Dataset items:

========

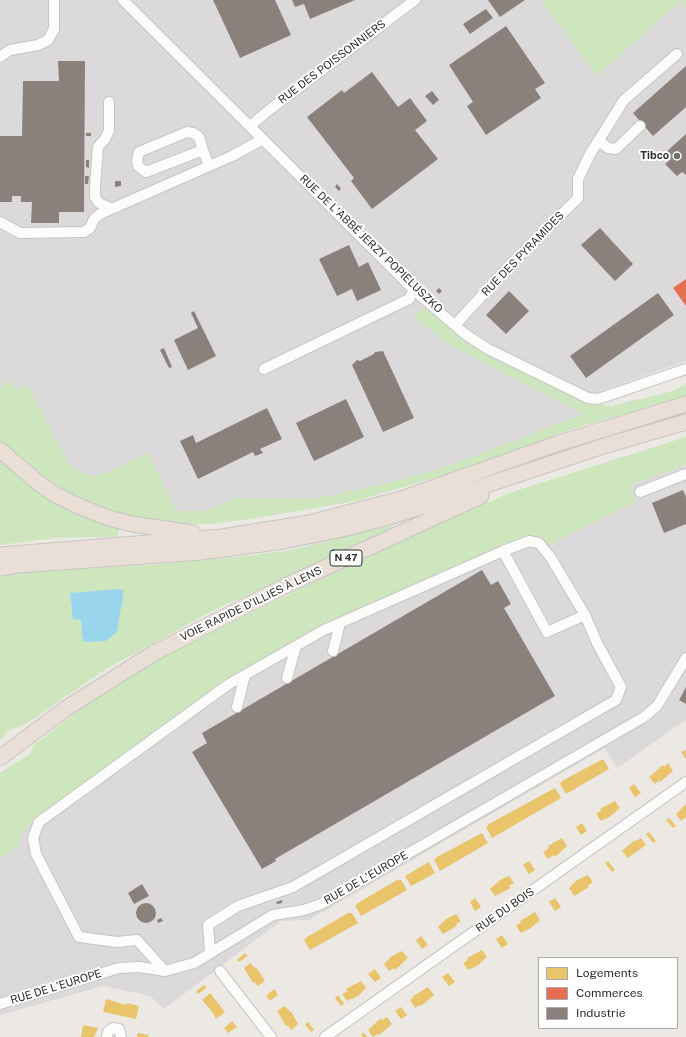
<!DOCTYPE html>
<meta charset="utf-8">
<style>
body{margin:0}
#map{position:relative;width:686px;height:1037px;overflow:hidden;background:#ece8e4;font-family:"Public Sans",sans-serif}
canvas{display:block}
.legend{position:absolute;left:538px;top:957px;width:140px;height:72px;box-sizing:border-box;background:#fff;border:1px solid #ababab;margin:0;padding:5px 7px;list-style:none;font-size:12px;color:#2e2e2e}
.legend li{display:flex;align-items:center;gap:8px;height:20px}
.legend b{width:20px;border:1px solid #ababab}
</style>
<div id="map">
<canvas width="686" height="1037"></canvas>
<ul class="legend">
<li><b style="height:11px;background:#e9c46a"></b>Logements</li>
<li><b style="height:11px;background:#e76f51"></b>Commerces</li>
<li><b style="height:11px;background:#8a817c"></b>Industrie</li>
</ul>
</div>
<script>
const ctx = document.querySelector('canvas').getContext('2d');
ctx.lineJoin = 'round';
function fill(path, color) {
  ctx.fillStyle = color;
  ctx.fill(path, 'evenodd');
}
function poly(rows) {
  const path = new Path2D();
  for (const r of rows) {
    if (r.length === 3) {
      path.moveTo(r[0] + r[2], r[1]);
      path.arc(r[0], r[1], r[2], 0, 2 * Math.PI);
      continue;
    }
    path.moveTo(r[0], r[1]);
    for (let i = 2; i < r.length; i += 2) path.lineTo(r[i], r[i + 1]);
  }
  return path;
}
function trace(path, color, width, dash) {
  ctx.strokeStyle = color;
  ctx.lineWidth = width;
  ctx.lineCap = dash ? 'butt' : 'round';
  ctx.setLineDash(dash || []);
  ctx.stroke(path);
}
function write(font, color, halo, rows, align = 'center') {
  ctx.font = font + ' "Public Sans",sans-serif';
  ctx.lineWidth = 4;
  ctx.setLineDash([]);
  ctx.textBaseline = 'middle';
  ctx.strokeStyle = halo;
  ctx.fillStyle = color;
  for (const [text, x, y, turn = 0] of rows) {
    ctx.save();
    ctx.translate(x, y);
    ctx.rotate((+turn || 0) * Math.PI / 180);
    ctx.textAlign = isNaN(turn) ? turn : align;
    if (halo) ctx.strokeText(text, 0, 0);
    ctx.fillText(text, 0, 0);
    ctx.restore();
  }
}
fill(poly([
 [0,0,686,0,686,361,598,392,583,414,448,466,392,482,314,499,236,498,211,509,188,512,128,501,48,456,11,381,0,387],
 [686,465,686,720,617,768,605,748,309,920,281,921,164,1009,150,996,103,986,0,1015,0,858,19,846,21,834,33,820,228,681,339,618,528,537,542,538,549,544,636,501,629,485]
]), '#dcd9db');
fill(poly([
 [541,0,686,0,686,9,680,1,597,76],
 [425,307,462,337,591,403,611,406,673,391,686,383,686,397,582,426,444,475,356,501,258,518,209,524,175,524,135,518,99,509,57,489,25,467,0,441,0,387,11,381,15,388,28,386,69,464,80,472,93,476,107,473,148,453,176,510,188,512,211,509,236,498,314,499,392,482,448,466,583,414,450,345,414,318],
 [686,437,686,465,629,485,637,501,548,545,542,538,528,537,339,618,228,681,33,820,21,834,19,846,0,858,0,773,30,754,33,746,94,698,157,660,329,575,441,522,515,491],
 [0,456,116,525,119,531,117,537,56,538,0,545],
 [395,524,390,531,212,611,103,671,26,724,9,730,0,740,0,575,20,572,148,565,245,556,291,550],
 [124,591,117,632,106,641,84,642,82,636,81,620]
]), '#cee6be');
fill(poly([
 [119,589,124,591,117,632,106,641,84,642,82,636,81,620,73,619,70,593]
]), '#99d6ec');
fill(poly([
 [685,750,686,752,686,759,681,752],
 [603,759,609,769,566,794,560,784,562,781],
 [668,763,673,771,660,782,659,780,655,784,649,777,663,765,664,767],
 [634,784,641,793,635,797,629,788],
 [555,788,561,798,492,838,486,827,489,824],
 [615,801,620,808,607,819,606,818,601,821,596,814,601,811,600,809],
 [686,804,686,817,681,821,676,814],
 [669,818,676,826,673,828,666,820],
 [582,823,587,831,581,835,576,827],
 [649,832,656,841,653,843,646,834],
 [482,833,488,843,440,871,434,860,437,857],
 [562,838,567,846,555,857,554,855,548,859,543,852,549,848,548,846],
 [641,838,646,845,628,858,622,851,635,840,636,841],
 [529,861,535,870,529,874,523,865],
 [608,861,615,870,612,872,605,863],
 [429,862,435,873,411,886,405,876],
 [588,875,593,882,588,886,589,887,574,896,569,888,577,880],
 [509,876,514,883,509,886,511,888,495,896,490,889,500,880],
 [397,880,401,880,407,890,361,916,355,906,358,903],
 [475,898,481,907,475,911,470,902],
 [555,898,561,907,555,911,549,902],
 [535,912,540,920,531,928,521,933,516,926,521,922,520,921],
 [348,913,352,913,358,923,310,950,304,940,307,937],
 [456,914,461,921,456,924,457,926,443,934,438,927,446,919],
 [502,935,508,944,502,948,496,939],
 [421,936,428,945,422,949,416,940],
 [482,950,487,957,478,965,468,970,463,963,468,960,467,958],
 [402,951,408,958,395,970,394,968,389,971,384,964,392,956],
 [245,953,248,956,239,962,237,960],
 [251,963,254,968,256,967,265,981,258,986,254,982,253,983,244,968],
 [375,969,381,978,375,982,368,974],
 [448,973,455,982,449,986,442,977],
 [361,981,366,988,358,996,347,1001,342,994,348,991,346,989],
 [204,985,206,988,198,994,196,991],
 [428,987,434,995,421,1006,420,1005,415,1008,410,1000,414,997,413,996],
 [274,989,278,995,270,1001,266,996],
 [210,993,225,1012,216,1019,213,1013,202,1000],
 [338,995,344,1004,341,1006,335,998],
 [106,999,126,1005,127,1003,139,1006,136,1019,103,1012],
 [284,1006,292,1013,298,1024,291,1030,288,1025,286,1026,277,1011],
 [401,1007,407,1015,401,1019,395,1011],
 [387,1017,392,1024,379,1035,378,1034,373,1037,368,1030,381,1018,382,1020],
 [232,1021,237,1027,228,1033,224,1028],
 [308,1022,314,1030,311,1032,305,1024],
 [83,1025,98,1028,94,1037,81,1037],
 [138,1033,149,1035,148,1037,137,1037],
 [364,1033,367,1037,363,1037,361,1034]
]), '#e9c46a');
fill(poly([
 [686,279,686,306,673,288]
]), '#e76f51');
fill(poly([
 [213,0,275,0,291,35,240,58],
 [292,0,355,0,310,19,304,4,295,7],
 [488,0,525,0,500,17],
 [486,9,493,18,470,34,463,24],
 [506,26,545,83,535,89,541,98,486,135,467,106,473,102,449,65],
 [58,61,85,61,84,212,59,212,59,223,31,223,32,202,21,202,21,196,12,196,12,202,0,202,0,136,22,136,23,81,59,81],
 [686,66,686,107,653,136,633,113],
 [372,72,398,107,410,98,427,121,415,130,438,159,372,209,351,181,354,178,307,117,342,90,344,93],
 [432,91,439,100,433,105,425,96],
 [86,133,91,133,91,136,86,136],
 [686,134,686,175,682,172,677,176,665,164,671,159,665,153],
 [86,160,89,160,89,168,86,167],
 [85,176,89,176,88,184,85,184],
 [115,181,121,181,121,186,115,187],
 [337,184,341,189,339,191,335,187],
 [600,228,633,264,615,281,581,245],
 [349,245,359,267,368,262,381,290,357,301,352,289,337,296,319,259],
 [439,288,442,291,439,294,436,291],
 [509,291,529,311,506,334,486,315],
 [658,293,674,315,586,378,570,356],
 [194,311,216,356,188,370,174,340,198,328,191,313],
 [164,348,172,367,169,368,160,350],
 [383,351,414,418,383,432,352,365,357,360,360,361,374,354,375,352],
 [346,399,364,437,314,461,296,423],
 [267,408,282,439,260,449,263,453,255,456,253,452,198,479,180,441,193,435,196,443],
 [683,490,686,497,686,524,664,533,652,503],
 [482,570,491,585,498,581,511,604,504,608,555,696,275,859,276,861,262,869,192,752,207,743,202,733],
 [686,687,686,704,679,700],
 [142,884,149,896,134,904,128,893],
 [282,900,282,903,277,904,276,902],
 [146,913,10],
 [161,918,163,921,158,923,157,920]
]), '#8a817c');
const minor = poly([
 [123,0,414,290,465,334,488,349,588,398,596,399,604,397,686,369],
 [0,57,10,50,38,45,48,40,54,29,54,0],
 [109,102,109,131,105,139,98,147,95,186,95,197,99,203,110,208],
 [250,126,269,110,415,0],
 [599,141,608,148,616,149,640,126],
 [203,150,146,172,138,166,137,160,139,152,187,132,193,133,199,137,203,150,209,166],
 [0,222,20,233,84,232,90,228,94,219,100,214,232,156,263,139],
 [455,325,512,263,578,198,578,179,590,154,624,100,677,54],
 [264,369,409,299,414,290],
 [640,492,686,474],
 [503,551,547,632,585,615],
 [333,651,340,623],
 [287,678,296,646],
 [237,707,245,675],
 [165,971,137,940,117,942,79,937,36,854,33,838,39,822,229,684,324,630,503,551,529,541,539,543,551,558,585,615,598,645,621,687,616,700,293,887,238,906,208,925,210,952],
 [220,971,271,1037],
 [0,1004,119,968,139,967,165,971,194,963,273,915,304,910,321,904,644,717,657,706,686,658],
 [107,1037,108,1032,113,1028,119,1029,121,1037],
 [325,1037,686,782]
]);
const highway = poly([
 [0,450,41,485,56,495,85,509,109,518,132,524,193,533],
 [0,555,222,537,309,523,401,499,556,444,686,404],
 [0,568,18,565,201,552,284,541,347,528,399,514,607,445,686,422],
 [0,758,65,709,154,653,283,587,481,496]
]);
trace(minor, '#c5c4c5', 12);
trace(highway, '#c6c5c4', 17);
trace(minor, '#fcfcfb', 10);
trace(highway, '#eadfd6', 15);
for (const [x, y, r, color] of [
 [677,156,4,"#706f6e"]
]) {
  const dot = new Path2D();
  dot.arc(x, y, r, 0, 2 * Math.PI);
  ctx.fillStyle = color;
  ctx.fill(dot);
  trace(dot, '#fff', 1.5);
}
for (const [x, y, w] of [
 [346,558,32]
]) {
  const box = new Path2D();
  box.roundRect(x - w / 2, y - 8, w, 16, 3);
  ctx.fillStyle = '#fff';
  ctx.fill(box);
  trace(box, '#2e2e2e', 1);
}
write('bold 10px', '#2e2e2e', null, [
 ["N 47",346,558]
]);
write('11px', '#2e2e2e', '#fff', [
 ["RUE DES POISSONNIERS",332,62,-37],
 ["RUE DE L'ABBÉ JERZY POPIELUSZKO",371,244,44],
 ["RUE DES PYRAMIDES",523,254,-46],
 ["VOIE RAPIDE D’ILLIES À LENS",251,604,-26],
 ["RUE DE L'EUROPE",366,878,-30],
 ["RUE DU BOIS",505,910,-35],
 ["RUE DE L'EUROPE",56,987,-17]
]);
write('bold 11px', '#2e2e2e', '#fff', [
 ["Tibco",669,156]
], 'right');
</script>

========

# What this task involves
Search the data above for lines holding "Math" and copy each of them.

# Response to the task
      path.arc(r[0], r[1], r[2], 0, 2 * Math.PI);
    ctx.rotate((+turn || 0) * Math.PI / 180);
  dot.arc(x, y, r, 0, 2 * Math.PI);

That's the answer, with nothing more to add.